One of the advantages of using containers is the ability to have images with our environment pre configured and ready to go with our application code. These images is what allows us to run a container on our laptop and then run the same image on a container in the cloud. But building this images is not a trivial task, and we tend add useless tasks or overhead to the images we create. This entry is to share some of the best practices that has work for me in the past when building docker images.
First of all we need to define what a docker image is. A docker image is a unit of packaging that may includes Operating systems constructs or packages, application dependencies and libraries and application code. If you came from the virtualization world, see the image as a VM template, and the containers are instances created using this template. Otherwise, if you are a developer, you can think of images as a class definition, and containers are instances of that class.
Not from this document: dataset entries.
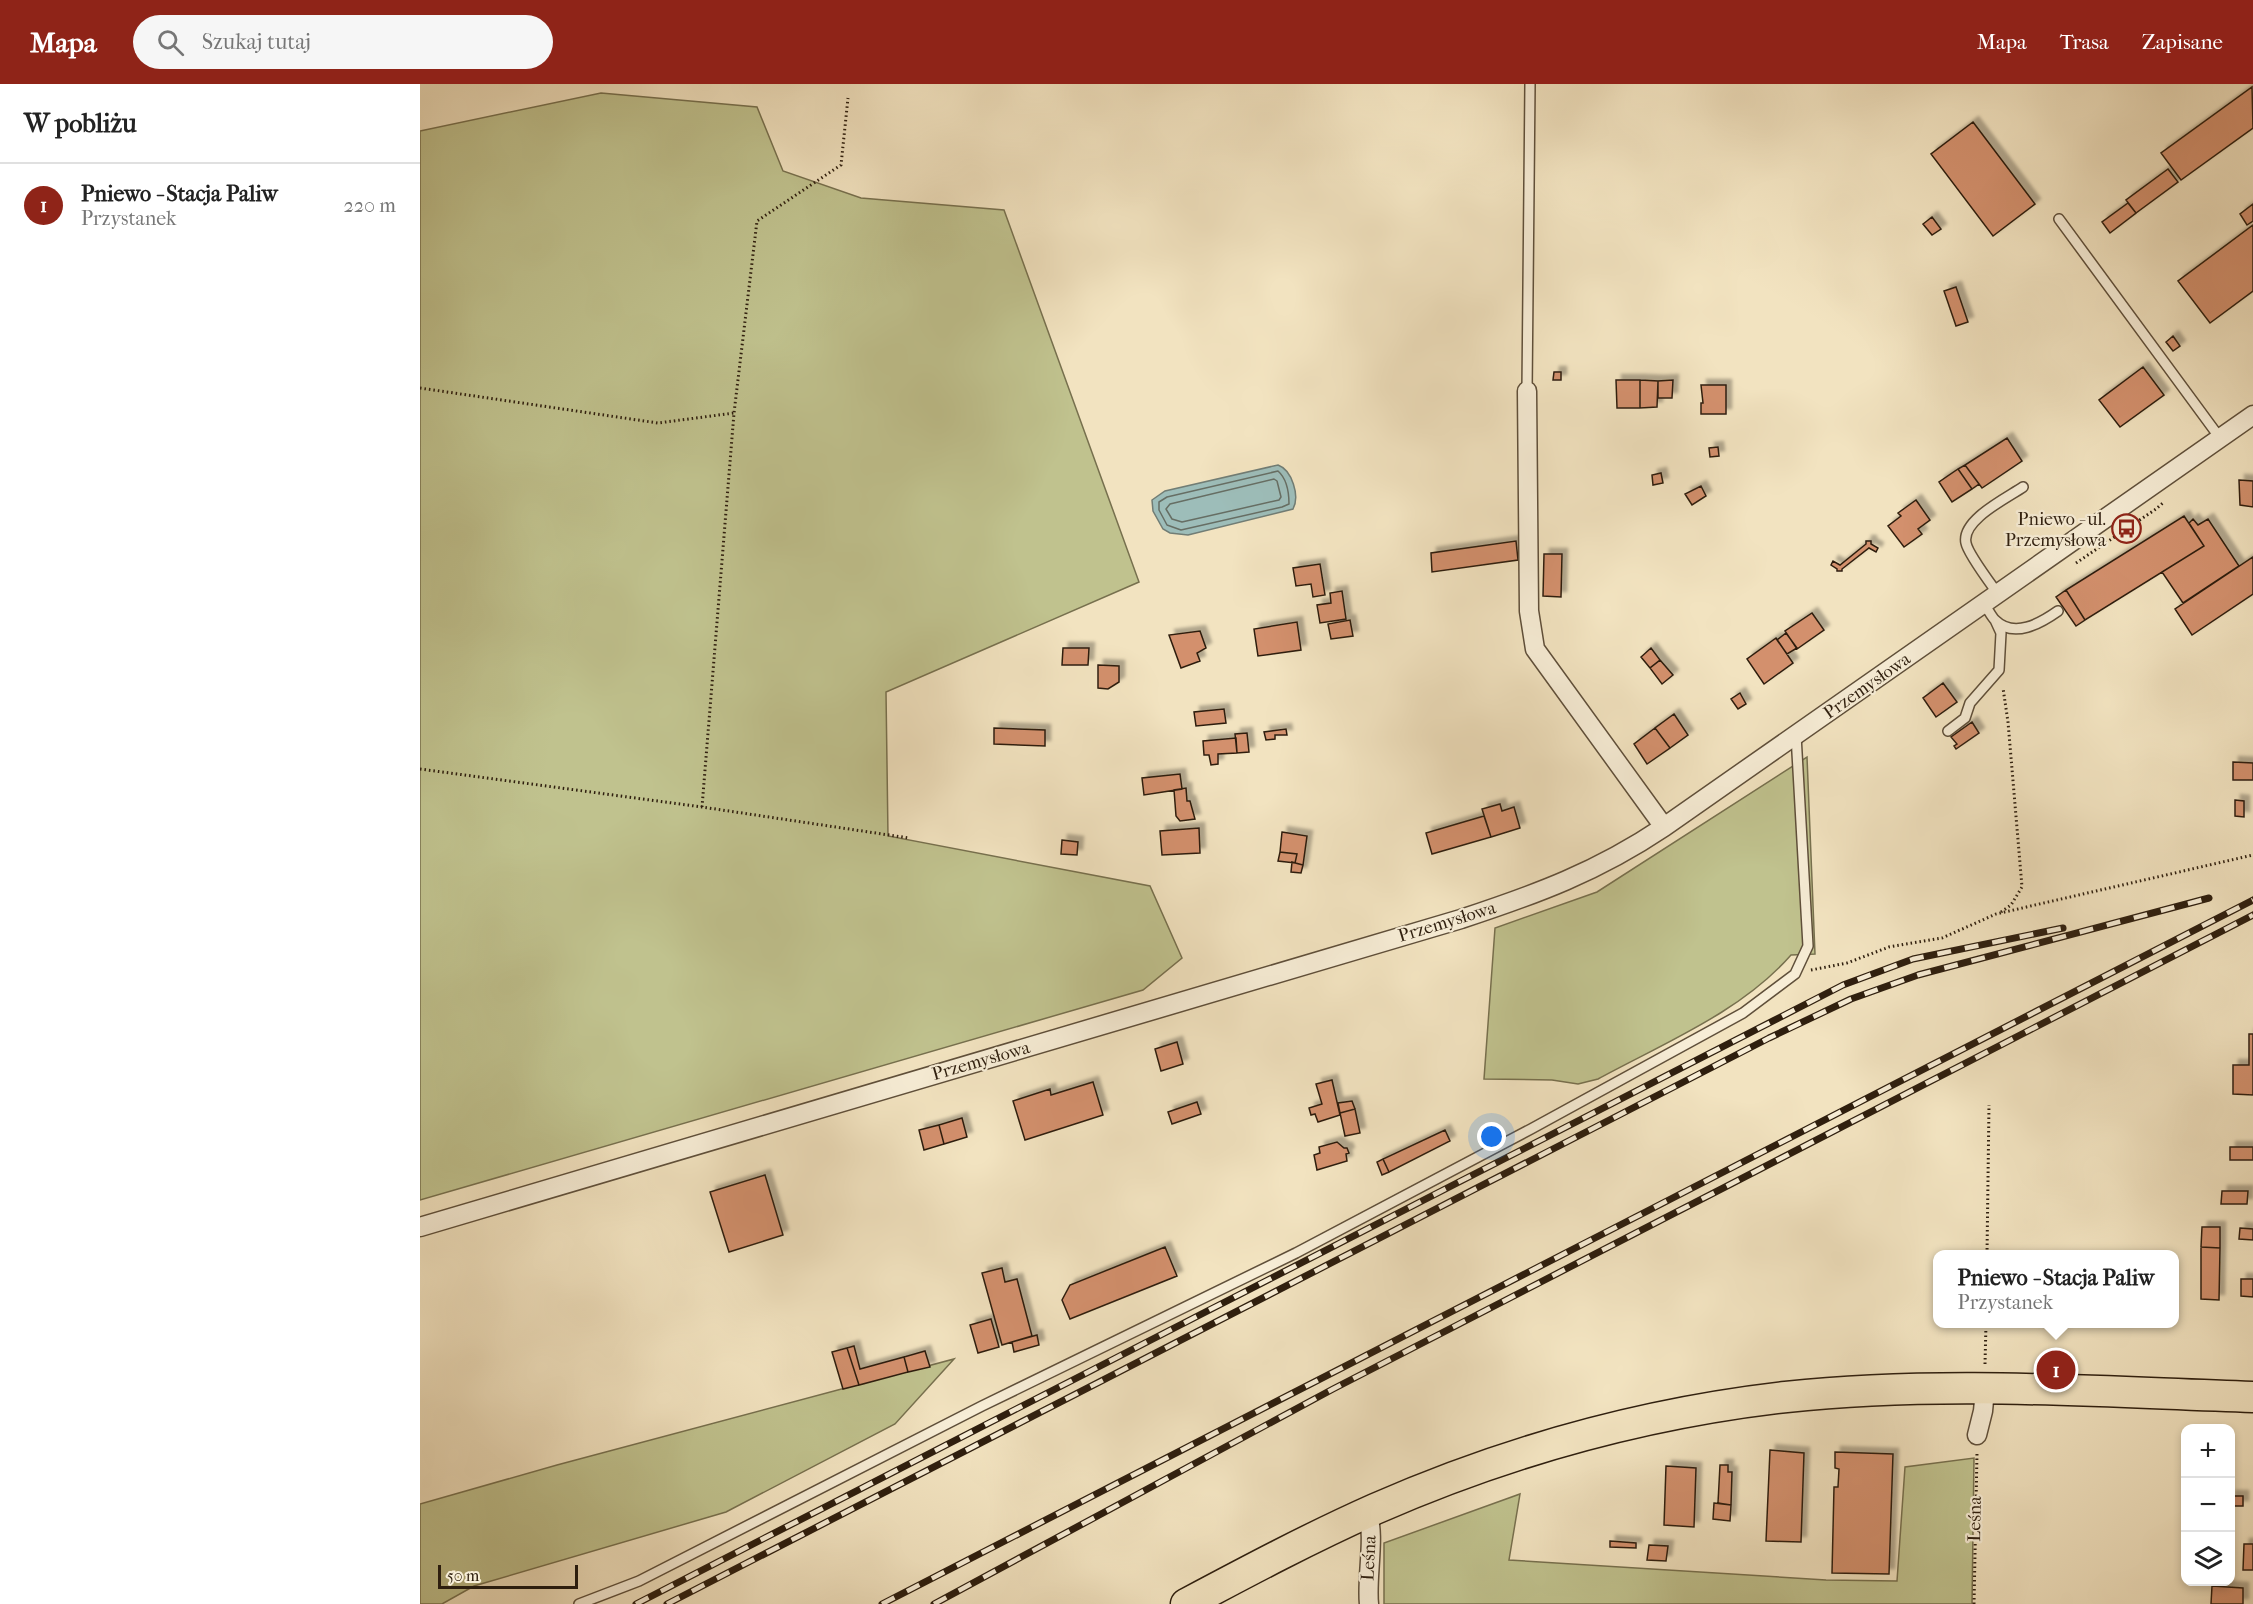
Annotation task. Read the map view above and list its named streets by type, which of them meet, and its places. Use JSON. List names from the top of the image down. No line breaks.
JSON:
{"streets":{"street":["Przemysłowa","Leśna"]},"places":{"bus stop":["Pniewo - ul. Przemysłowa"]},"scale_bar":"50 m","page":{"header":"Mapa","search":"Szukaj tutaj","nav":["Mapa","Trasa","Zapisane"],"heading":"W pobliżu","list":[{"mark":"1","name":"Pniewo - Stacja Paliw","note":"Przystanek","value":"220 m"}],"popup":["Pniewo - Stacja Paliw","Przystanek"],"pins":"1","map_buttons":["+","−"],"scale":"50 m"}}
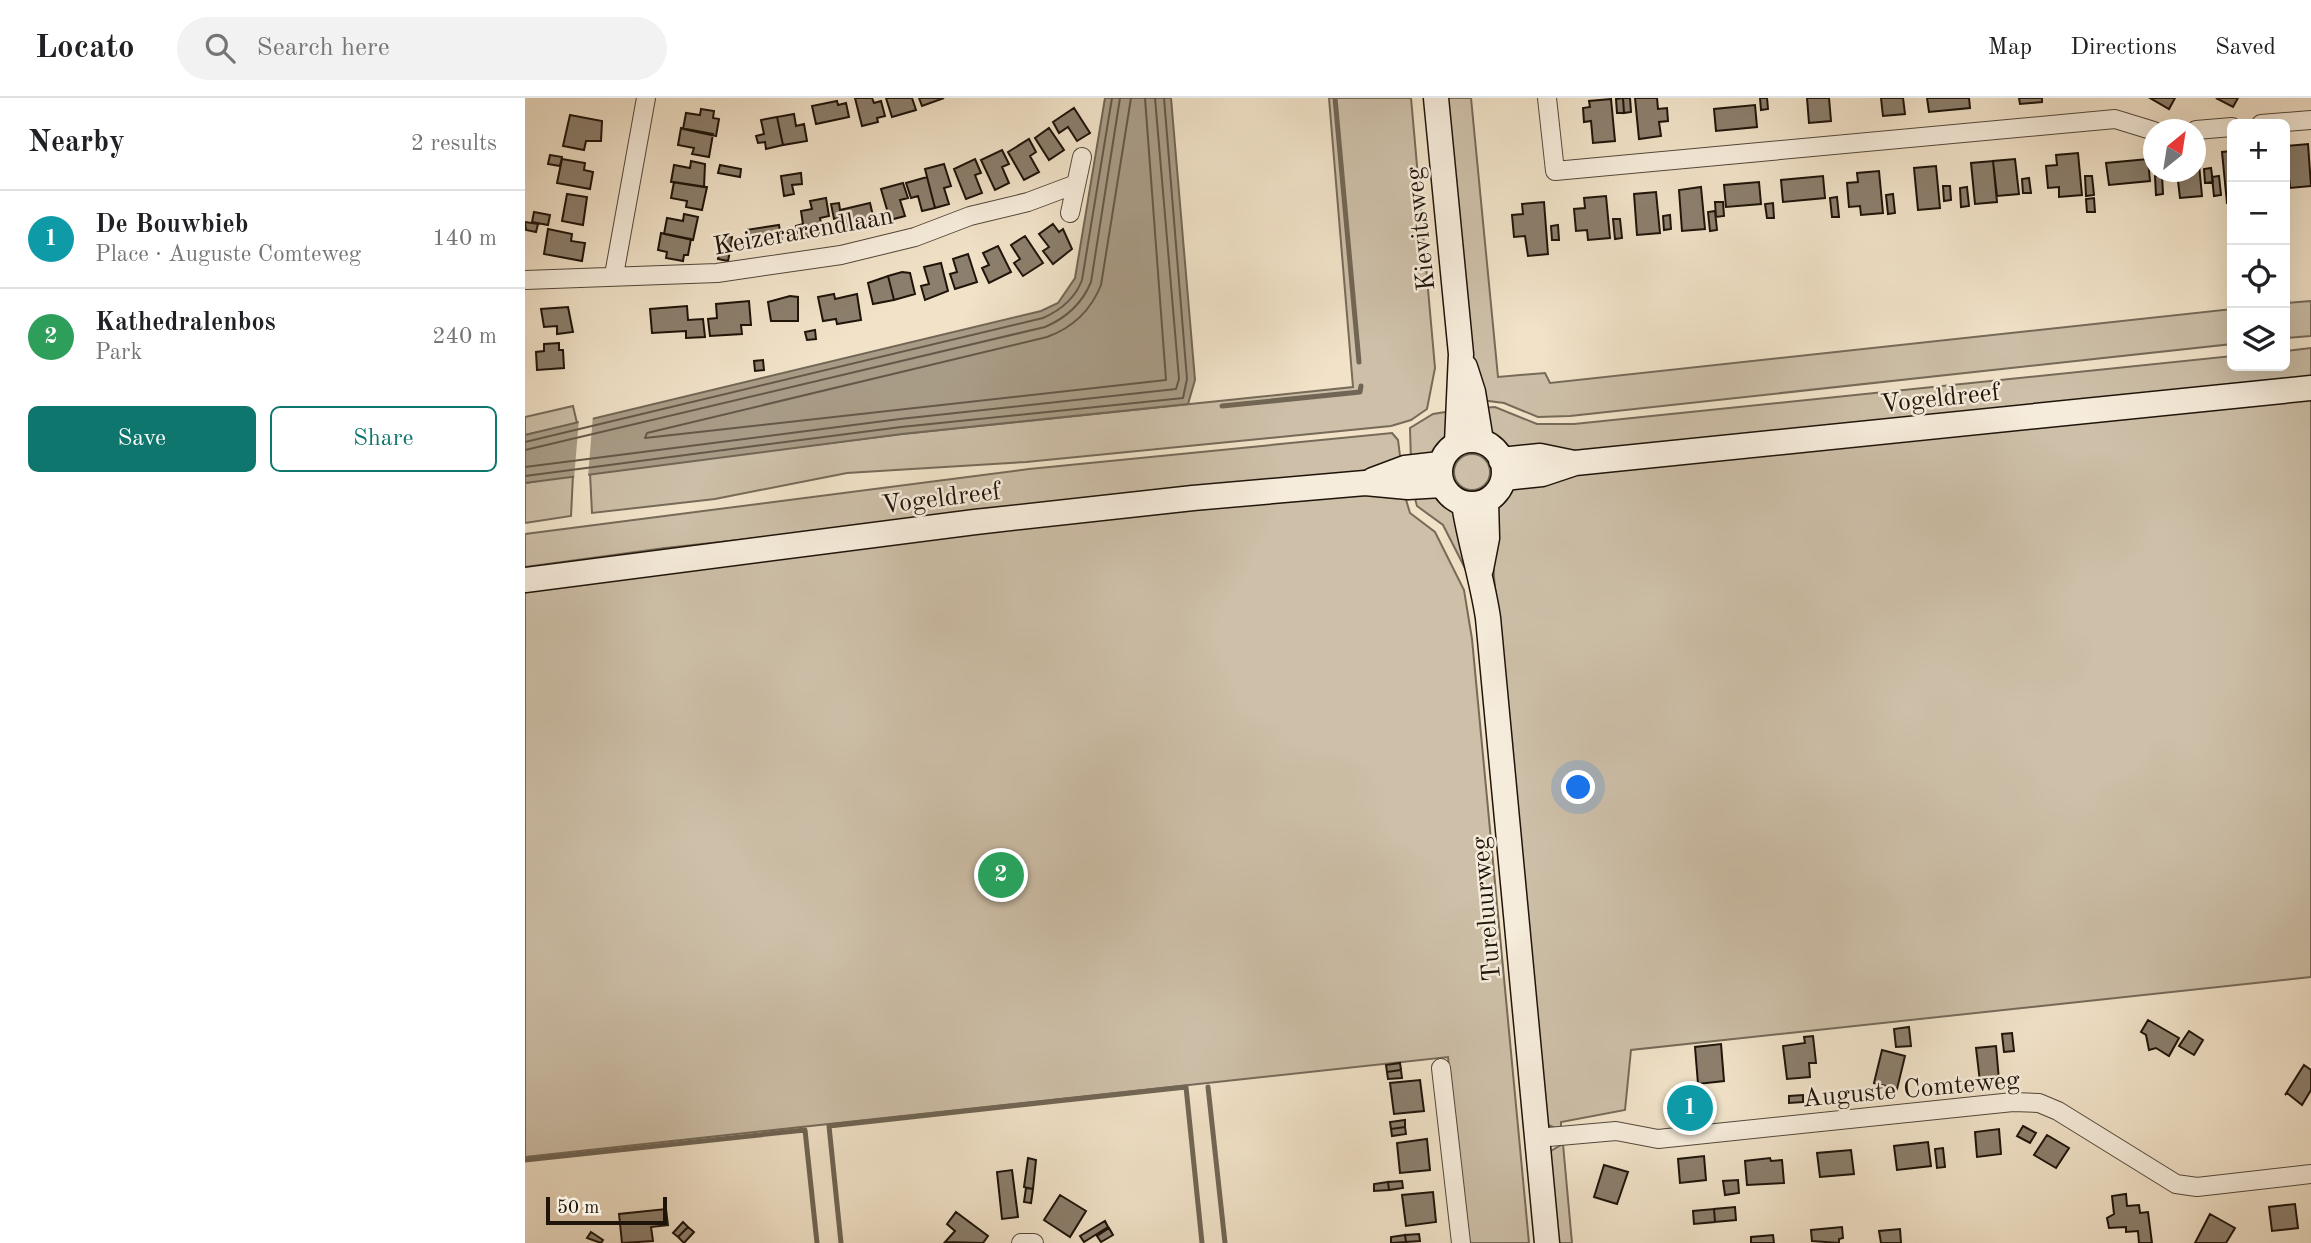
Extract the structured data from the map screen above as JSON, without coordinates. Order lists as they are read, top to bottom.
{
  "streets": {
    "main road": ["Kievitsweg", "Vogeldreef", "Tureluurweg"],
    "street": ["Keizerarendlaan", "Auguste Comteweg"]
  },
  "crossings": [
    ["Kievitsweg", "Vogeldreef"],
    ["Kievitsweg", "Tureluurweg"],
    ["Vogeldreef", "Tureluurweg"],
    ["Tureluurweg", "Auguste Comteweg"]
  ],
  "scale_bar": "50 m",
  "north": "top right",
  "page": {
    "header": "Locato",
    "search": "Search here",
    "nav": ["Map", "Directions", "Saved"],
    "heading": ["Nearby", "2 results"],
    "map_buttons": ["+", "−"],
    "list": [
      {
        "mark": "1",
        "name": "De Bouwbieb",
        "note": "Place · Auguste Comteweg",
        "value": "140 m"
      },
      {
        "mark": "2",
        "name": "Kathedralenbos",
        "note": "Park",
        "value": "240 m"
      }
    ],
    "buttons": ["Save", "Share"],
    "pins": ["2", "1"],
    "scale": "50 m"
  }
}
Docker images must be stored somewhere, right?, these are the called image registries. These registries are like repositories where you store your images. Some examples are:
- Docker Hub
- AWS ECR
- Oracle Container Registry
- Azure Container Registry
- Google Container Registry
- Red Hat Quay
Note you will need to create an account on these registries if you want to pull or push docker images. You need to pull images to your local computer to use it.
Note you can also create a docker image locally without the need of a registry but if you want to use that image on another computer, server o cloud yo need to use the registry.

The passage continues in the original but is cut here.